Console will also use the above order to prioritise the various repositories. In other words, if you include a repository in the ZIP or in the designated source code folder this will be used instead of any local or remote repositories that have been defined at global or Application level.

Define a repository at Application level - local .m2 and remote HTTP/S repositories

Repositories discovered in the uploaded source code and any local repositories always take priority over any local/remote HTTP/S repositories.

Local and remote repositories can be defined at Application level and are valid only for the specific Application:

Define a repository at global level for all Nodes/Applications - local .m2 and remote HTTP/S repositories

Repositories discovered in the uploaded source code, any repositories defined at Application level and any local repositories always take priority over any local/remote HTTP/S repositories.

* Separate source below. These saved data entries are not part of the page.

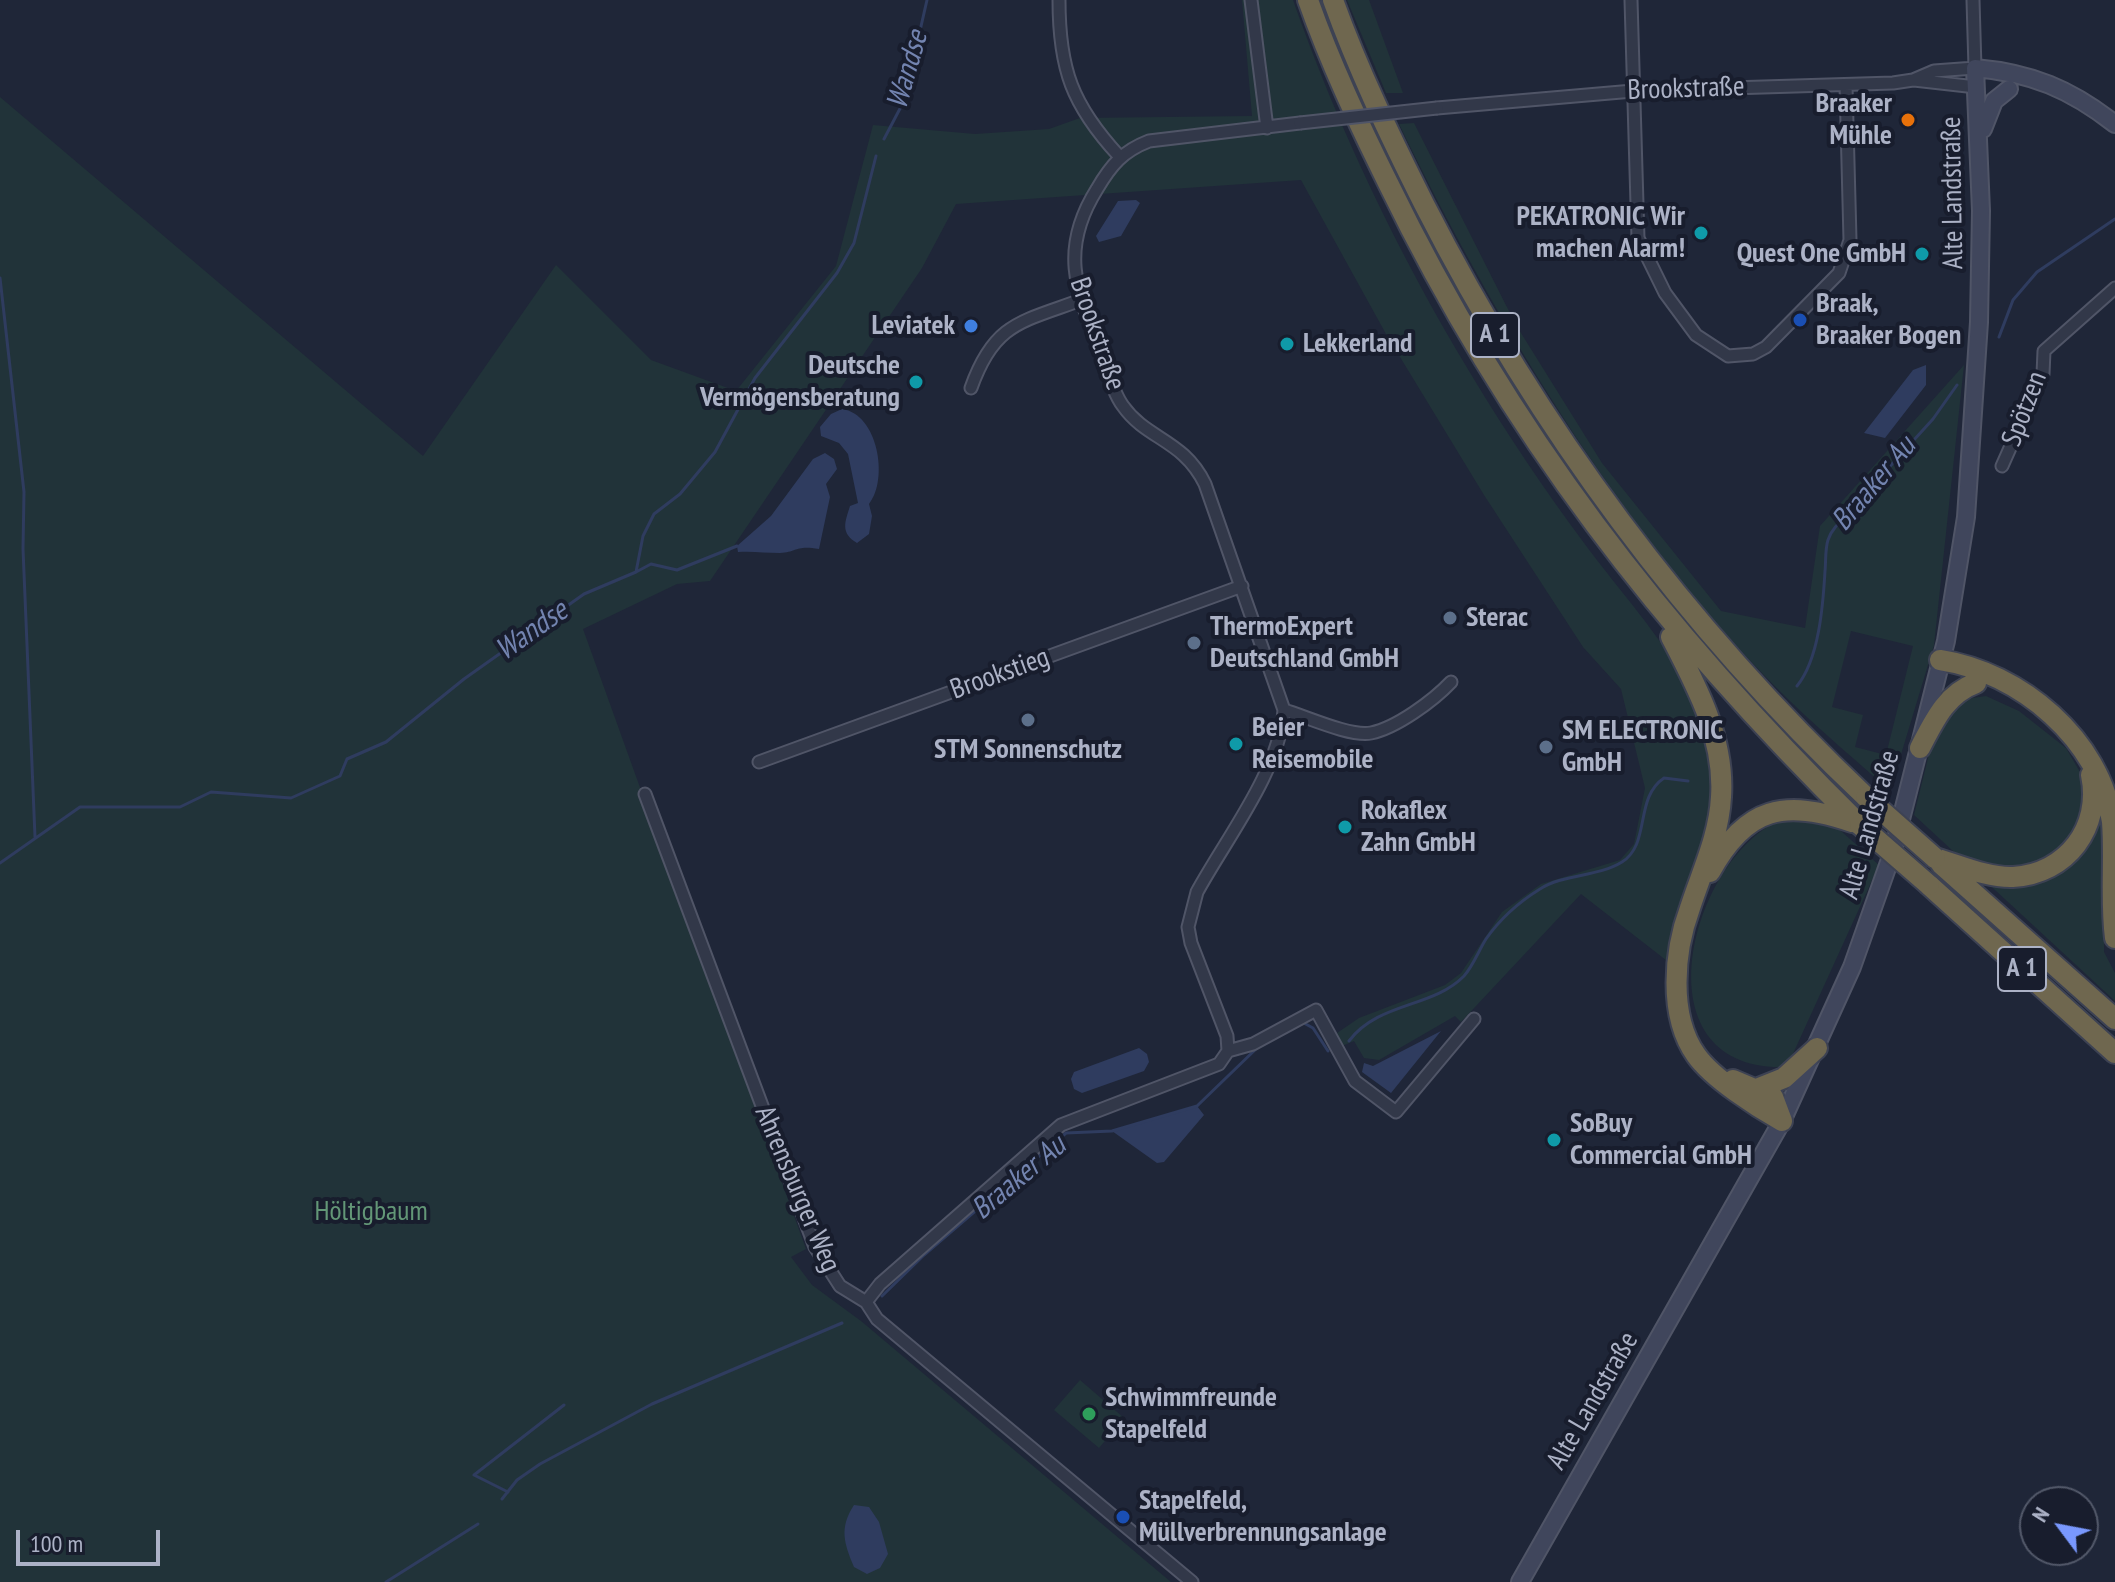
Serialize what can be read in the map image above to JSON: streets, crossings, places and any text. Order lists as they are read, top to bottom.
{
  "streets": {
    "highway": ["A 1"],
    "main road": ["Alte Landstraße"],
    "street": [
      "Brookstraße",
      "Spötzen",
      "Brookstieg",
      "Ahrensburger Weg"
    ]
  },
  "crossings": [
    ["Brookstraße", "Alte Landstraße"],
    ["Brookstraße", "Brookstieg"]
  ],
  "water": ["Wandse", "Braaker Au"],
  "parks": ["Höltigbaum"],
  "places": [
    "Braaker Mühle",
    "PEKATRONIC Wir machen Alarm!",
    "Quest One GmbH",
    "Braak, Braaker Bogen",
    "Leviatek",
    "Lekkerland",
    "Deutsche Vermögensberatung",
    "Sterac",
    "ThermoExpert Deutschland GmbH",
    "STM Sonnenschutz",
    "Beier Reisemobile",
    "SM ELECTRONIC GmbH",
    "Rokaflex Zahn GmbH",
    "SoBuy Commercial GmbH",
    "Schwimmfreunde Stapelfeld",
    "Stapelfeld, Müllverbrennungsanlage"
  ],
  "scale_bar": "100 m",
  "north": "top left"
}
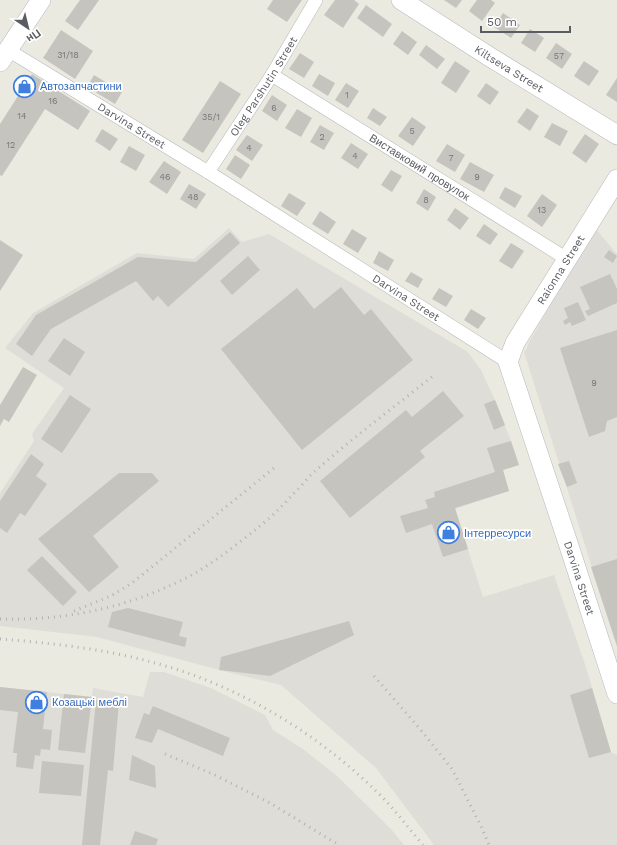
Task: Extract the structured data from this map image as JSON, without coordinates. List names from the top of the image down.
{
  "streets": {
    "street": [
      "Kiltseva Street",
      "Oleg Parshutin Street",
      "Darvina Street",
      "Виставковий провулок",
      "Raionna Street"
    ]
  },
  "crossings": [
    ["Oleg Parshutin Street", "Darvina Street"],
    ["Oleg Parshutin Street", "Виставковий провулок"],
    ["Darvina Street", "Raionna Street"],
    ["Виставковий провулок", "Raionna Street"]
  ],
  "places": {
    "shop": ["Автозапчастини", "Інтерресурси", "Козацькі меблі"]
  },
  "house_numbers": [
    "31/18",
    "57",
    "1",
    "16",
    "6",
    "14",
    "35/1",
    "5",
    "2",
    "12",
    "4",
    "4",
    "7",
    "46",
    "9",
    "48",
    "8",
    "13",
    "9"
  ],
  "scale_bar": "50 m",
  "north": "bottom right"
}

Local and remote repositories can be defined using the Administration Center and are valid for all Nodes/Applications managed by Console:

Format of the various folders created after delivering the source code

When you configure a local or remote repository, the folders that are created in the Deployment folder after delivering the source code will be as follows:

Repo typeFolders
local (i.e. path of ".m2" repository)
  • First folder with name "mainSource".
  • Second folder with name "mavenPck" containing the jar files.
http (local/remote)
  • First folder with name "mainSource".
  • Second folder with name "mavenHTTPPck" containing the jar files.
both local and http
  • First folder with name "mainSource".
  • Second folder with name "mavenPck" containing the jar files.
  • Second folder with name "mavenHTTPPck" containing the jar files.

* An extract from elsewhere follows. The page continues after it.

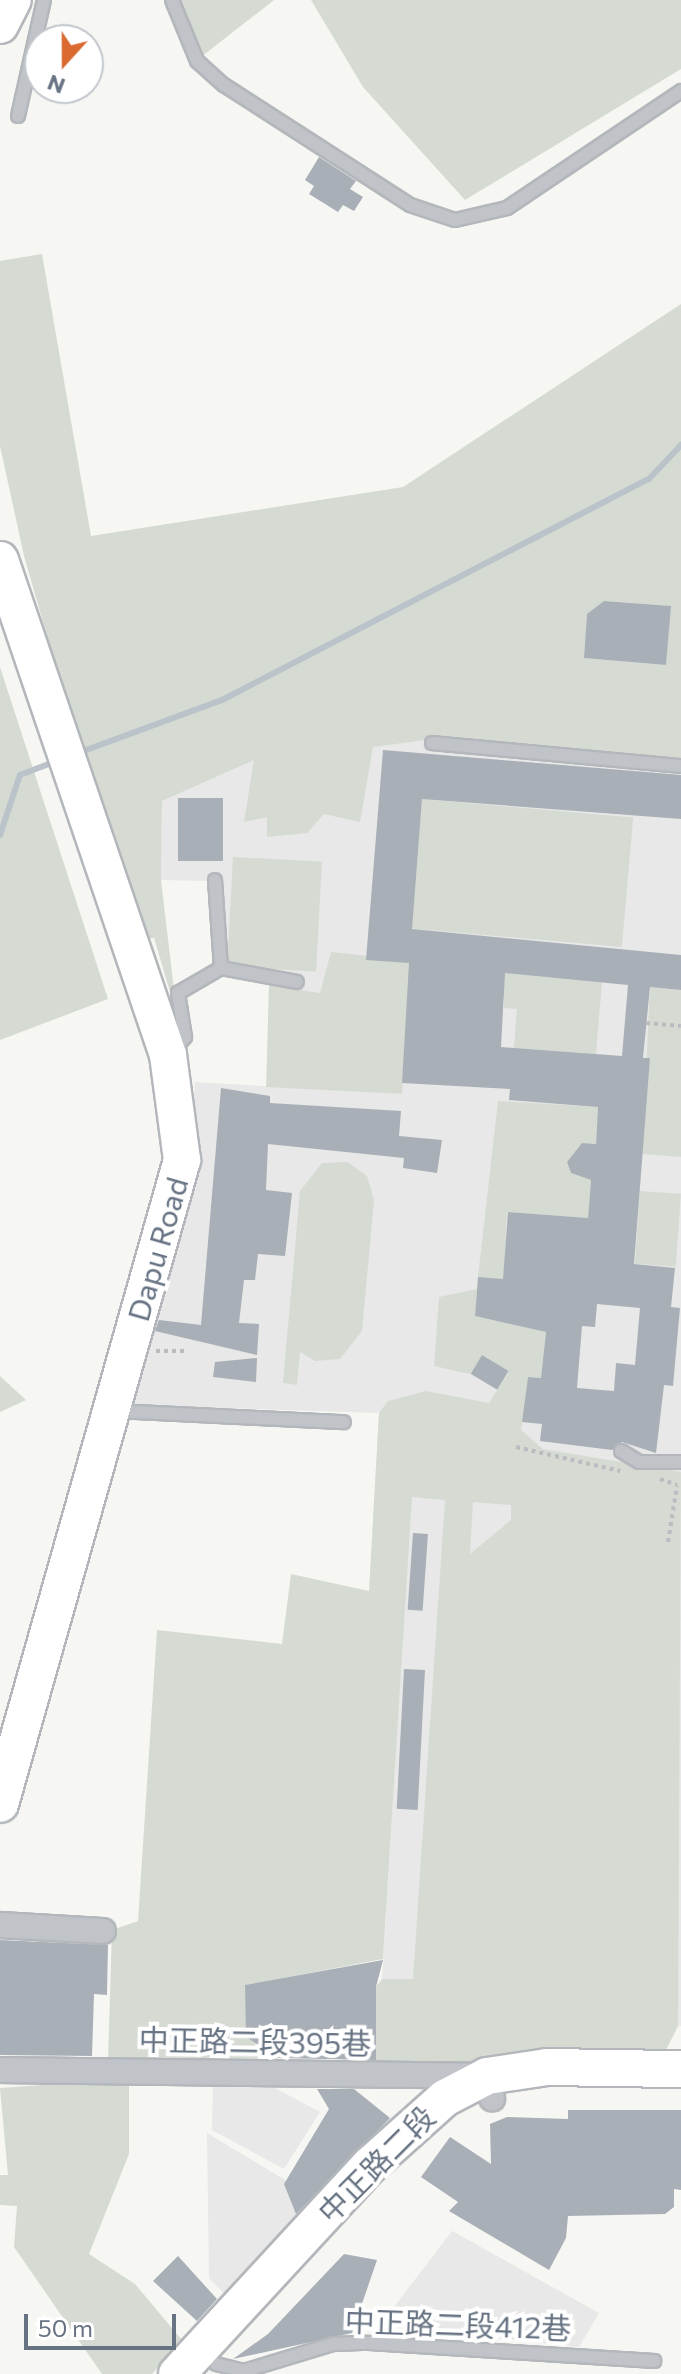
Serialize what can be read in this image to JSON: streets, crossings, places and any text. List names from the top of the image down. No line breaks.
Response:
{"streets":{"main road":["Dapu Road","中正路二段"],"street":["中正路二段395巷"],"lane":["中正路二段412巷"]},"crossings":[["中正路二段395巷","中正路二段"],["中正路二段","中正路二段412巷"]],"scale_bar":"50 m","north":"bottom"}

Troubleshooting issues accessing remote HTTPS repositories

In certain situations, an error may be registered in the Delivery log when the Node attempts to access an HTTPS repository. For example, in the log located at delivery\{app-guid}\data\{guid}\{guid}\{guid}\DMTDeliveryReport.CastLog2:

ERROR cast.dmt.engine.extractor.jee.maven.http.connectionFailed Unkown format id: cast.dmt.engine.extractor.jee.maven.http.connectionFailed =>  %URL%="https://my.maven.repo/artifactory/maven-release/"
%MESSAGE%="sun.security.validator.ValidatorException: PKIX path building failed: sun.security.provider.certpath.SunCertPathBuilderException: unable to find valid certification path to requested target"           
javax.net.ssl.SSLHandshakeException:sun.security.validator.ValidatorException: PKIX path building failed: sun.security.provider.certpath.SunCertPathBuilderException: unable to find valid certification path to requested target at sun.security.ssl.Alerts.getSSLException(:0).

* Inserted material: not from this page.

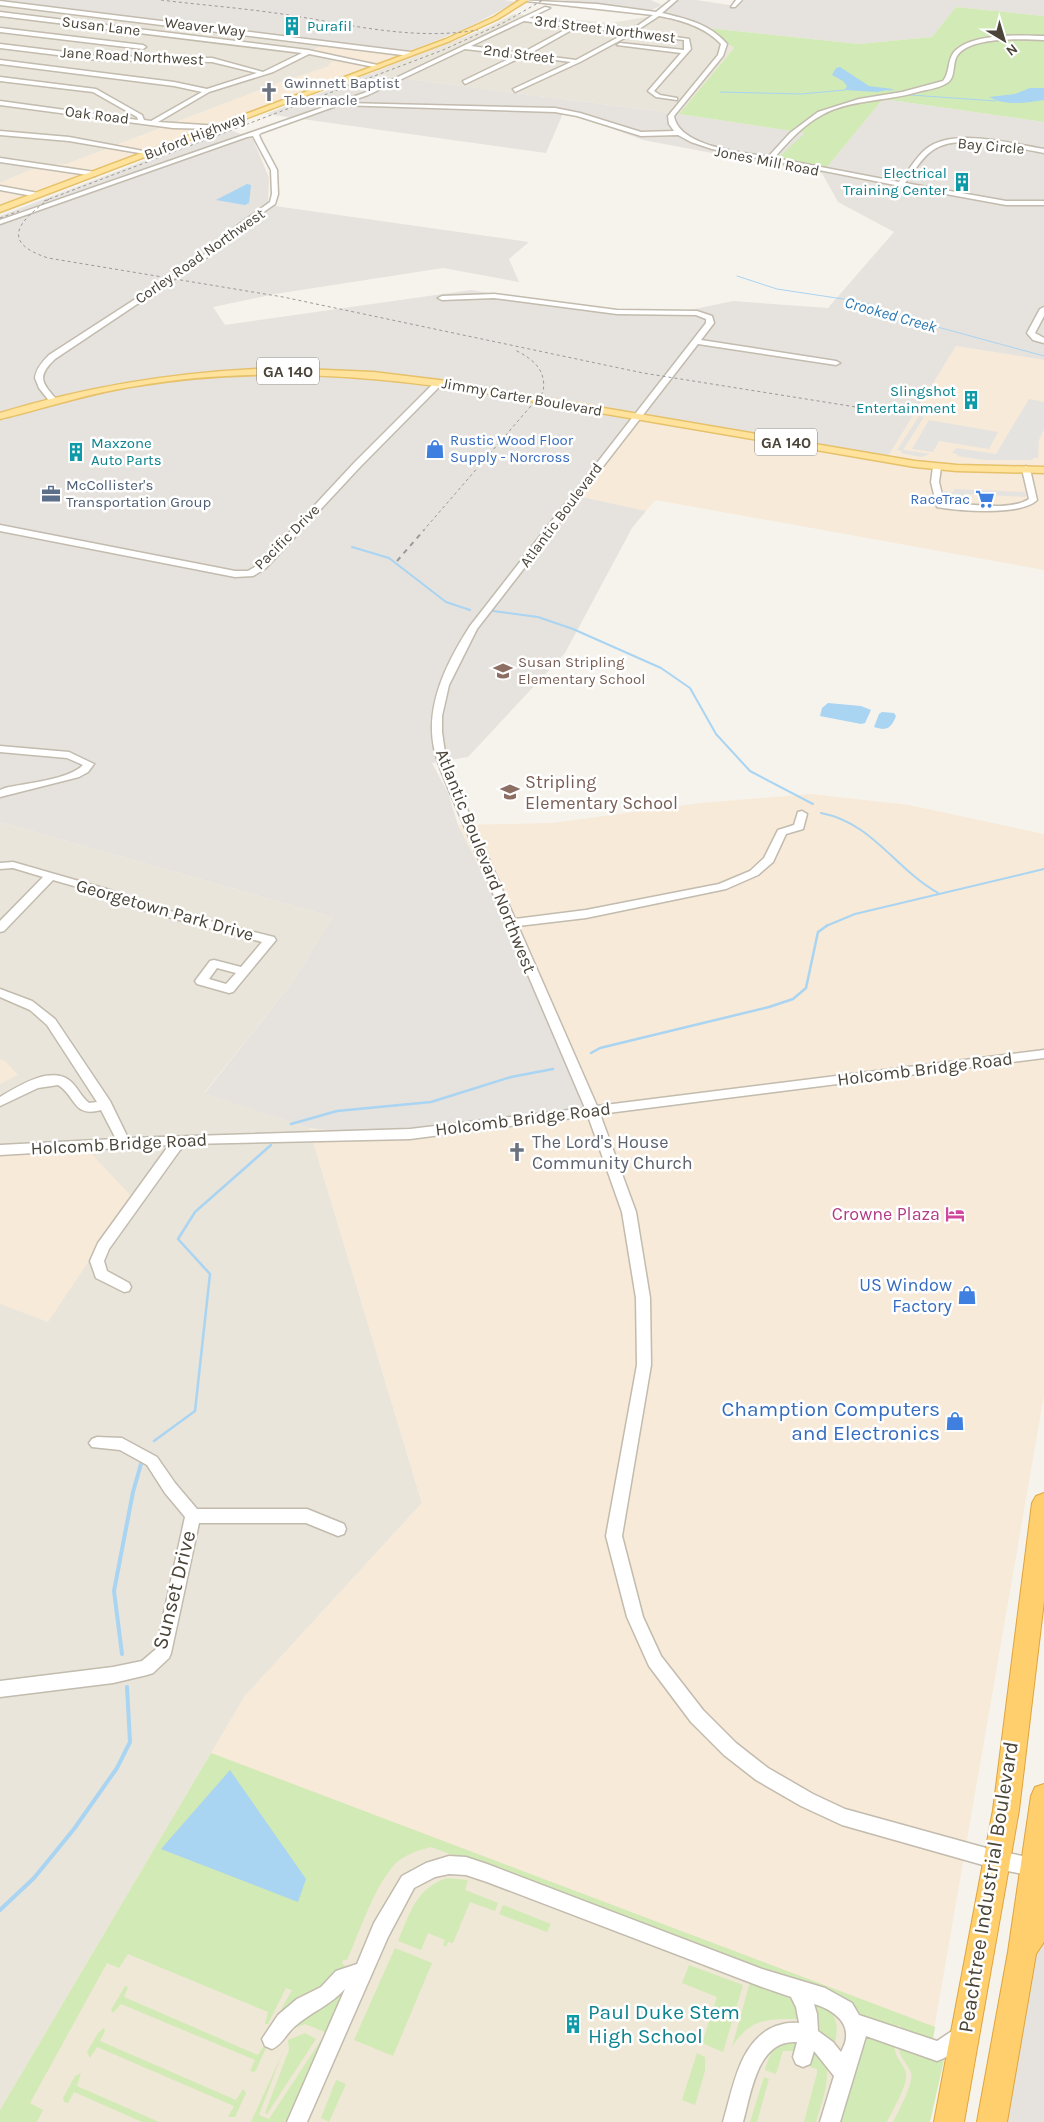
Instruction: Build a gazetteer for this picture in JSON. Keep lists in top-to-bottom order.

The error reported in the log is generated by the DeliveryManagerTool-CLI.exe tool located on the Node. This tool uses the Java JRE delivered with AIP Core in the following location:

%PROGRAMFILES%\CAST\<release>\jre\

This error usually occurs if the remote HTTPS repository you have defined is using an SSL certificate:

  • where the signing authority is not listed in the Java JRE cacerts file located at %PROGRAMFILES%\CAST\<release>\jre\security\cacerts

  • that is self-signed

Resolving the issue involves importing the required SSL certificates into the Java JRE delivered with AIP Core - this is out of the scope of this document.